(Exercise inputs begins)

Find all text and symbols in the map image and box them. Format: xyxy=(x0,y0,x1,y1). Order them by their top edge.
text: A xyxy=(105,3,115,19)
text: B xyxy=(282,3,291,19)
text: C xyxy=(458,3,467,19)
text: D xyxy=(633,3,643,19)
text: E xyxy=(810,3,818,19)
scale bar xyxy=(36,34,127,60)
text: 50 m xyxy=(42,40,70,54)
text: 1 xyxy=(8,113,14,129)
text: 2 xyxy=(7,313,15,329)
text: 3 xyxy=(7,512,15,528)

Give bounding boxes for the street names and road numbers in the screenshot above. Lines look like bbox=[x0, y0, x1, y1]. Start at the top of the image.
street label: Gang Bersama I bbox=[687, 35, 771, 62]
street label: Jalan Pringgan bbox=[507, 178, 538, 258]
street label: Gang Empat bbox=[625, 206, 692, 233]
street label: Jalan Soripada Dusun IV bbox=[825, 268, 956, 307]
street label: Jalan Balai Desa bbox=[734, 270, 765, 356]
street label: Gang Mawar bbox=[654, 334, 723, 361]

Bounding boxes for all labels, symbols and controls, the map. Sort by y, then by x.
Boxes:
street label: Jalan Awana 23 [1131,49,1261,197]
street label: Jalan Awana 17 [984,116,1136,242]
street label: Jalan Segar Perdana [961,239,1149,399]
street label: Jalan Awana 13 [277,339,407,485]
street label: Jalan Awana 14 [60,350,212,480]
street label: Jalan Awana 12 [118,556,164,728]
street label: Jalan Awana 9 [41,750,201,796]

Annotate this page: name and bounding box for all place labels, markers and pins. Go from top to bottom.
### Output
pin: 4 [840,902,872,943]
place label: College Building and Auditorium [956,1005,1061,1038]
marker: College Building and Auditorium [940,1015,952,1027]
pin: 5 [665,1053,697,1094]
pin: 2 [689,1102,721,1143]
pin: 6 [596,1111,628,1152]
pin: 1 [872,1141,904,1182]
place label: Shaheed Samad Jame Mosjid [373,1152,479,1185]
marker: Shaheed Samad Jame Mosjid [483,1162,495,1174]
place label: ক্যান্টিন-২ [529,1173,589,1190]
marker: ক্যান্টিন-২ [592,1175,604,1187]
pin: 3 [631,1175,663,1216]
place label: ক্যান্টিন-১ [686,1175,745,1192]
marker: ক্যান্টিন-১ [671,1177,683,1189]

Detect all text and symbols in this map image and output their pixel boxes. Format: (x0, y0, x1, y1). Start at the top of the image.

(Exercise inputs ends)

> Task brief
If a line in the records above holds the string "labels", copy it.

> Solution to the exercise
Bounding boxes for all labels, symbols and controls, the map. Sort by y, then by x.
Annotate this page: name and bounding box for all place labels, markers and pins. Go from top to bottom.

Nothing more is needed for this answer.